1. Go to Start, Control Panel and Administrative Tools. Double click on Services icon.

2. Scroll down to the Print Spooler service and right click on it and select Stop. In order to do this, you need to be logged in as Administrator. At this point, no one will be able to print anything on any of the printers that are being hosted on this server.

3. Next you need to go to the following directory: C:\WINDOWS\System32\spool\PRINTERS. You can also type %windir%\System32\spool\PRINTERS into the address bar in Explorer if the C drive is not the default Windows partition. Delete all the files in this folder.

This will clear all print queues (If you’re doing this on a server, it’s a good idea to first make sure there are no other print jobs being processed for any of the other printers on the server because doing this step will delete those jobs also).

4. Now you can go back to the Services console and right-click and choose Start for the Print Spooler service!

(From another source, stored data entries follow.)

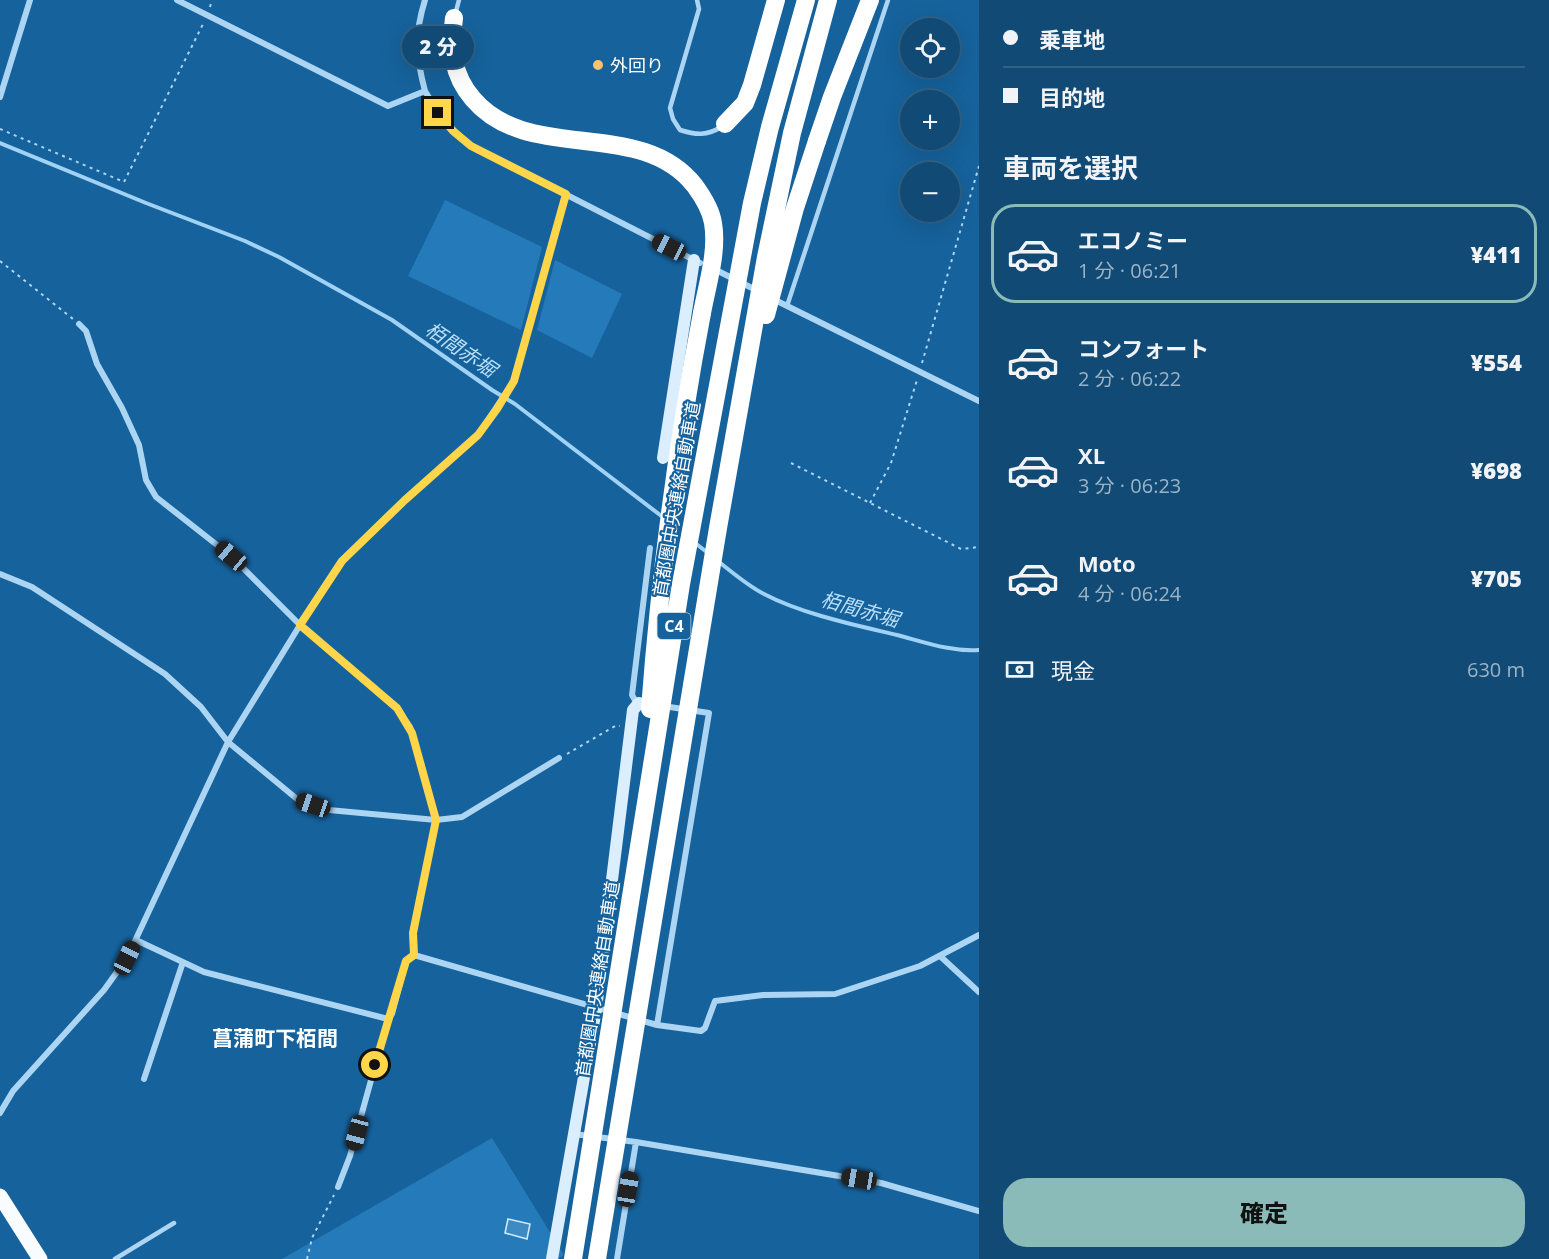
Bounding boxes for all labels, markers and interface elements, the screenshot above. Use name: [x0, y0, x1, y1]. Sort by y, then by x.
map controls: [900, 18, 960, 222]
button: locate: [900, 18, 960, 78]
text: 乗車地: [1039, 24, 1105, 54]
callout: 2 分: [402, 26, 474, 68]
text: 2 分: [420, 33, 456, 60]
place label: 外回り: [610, 53, 664, 77]
marker: 外回り: [591, 58, 605, 72]
text: 目的地: [1039, 82, 1105, 112]
button: +: [900, 90, 960, 150]
route end: [424, 99, 451, 126]
text: 車両を選択: [1003, 149, 1138, 186]
button: −: [900, 162, 960, 222]
text: エコノミー: [1078, 225, 1188, 255]
icon: car: [1006, 227, 1060, 281]
car: [649, 231, 689, 263]
text: ¥411: [1470, 239, 1522, 269]
text: 1 分 · 06:21: [1078, 257, 1181, 284]
water label: 栢間赤堀: [420, 315, 504, 384]
text: コンフォート: [1078, 333, 1209, 363]
icon: car: [1006, 335, 1060, 389]
text: ¥554: [1470, 347, 1522, 377]
text: 2 分 · 06:22: [1078, 365, 1181, 392]
street label: 首都圏中央連絡自動車道: [647, 399, 705, 599]
text: XL: [1078, 440, 1105, 470]
icon: car: [1006, 443, 1060, 497]
text: ¥698: [1470, 455, 1522, 485]
text: 3 分 · 06:23: [1078, 472, 1181, 499]
car: [211, 538, 251, 574]
text: Moto: [1078, 548, 1136, 578]
icon: car: [1006, 551, 1060, 605]
text: ¥705: [1470, 563, 1522, 593]
text: 4 分 · 06:24: [1078, 580, 1181, 607]
water label: 栢間赤堀: [818, 585, 905, 634]
road number: C4: [658, 613, 690, 639]
icon: cash: [1003, 653, 1036, 686]
text: 現金: [1051, 655, 1095, 685]
text: 630 m: [1467, 656, 1525, 683]
car: [293, 791, 333, 819]
street label: 首都圏中央連絡自動車道: [570, 879, 624, 1079]
car: [111, 938, 143, 978]
district label: 菖蒲町下栢間: [212, 1024, 338, 1052]
route start: [361, 1051, 388, 1078]
car: [344, 1113, 370, 1153]
car: [840, 1167, 878, 1191]
car: [616, 1170, 640, 1208]
button: 確定: [1003, 1178, 1525, 1247]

At this point, you should be able to print without a problem. If you prefer to use a script, i.e. for a server, then you can create a batch file with the commands below or just type them into the command prompt:

net stop spooler

del %systemroot%\System32\spool\printers\* /Q /F /S

net start spooler

The first and third commands are fairly obvious: they stop and start the print spooler service. The middle command deletes everything in the printers folder and the /Q is for quiet mode, which means you won’t get a prompt asking if you want to delete each file. /F will force delete all read-only files and /S will delete any subdirectories if those exist. Deleting content from this folder can never harm your computer, so don’t worry if you see some files or folders and aren’t sure waht they are for.

You can read my previous post if you want to know how to create a batch file. Then all you have to do is run the batch file anytime you want to clear out the print queue. Luckily, the procedure for clearing out the print queue is the same for Windows 8, Windows 7, Vista, and XP.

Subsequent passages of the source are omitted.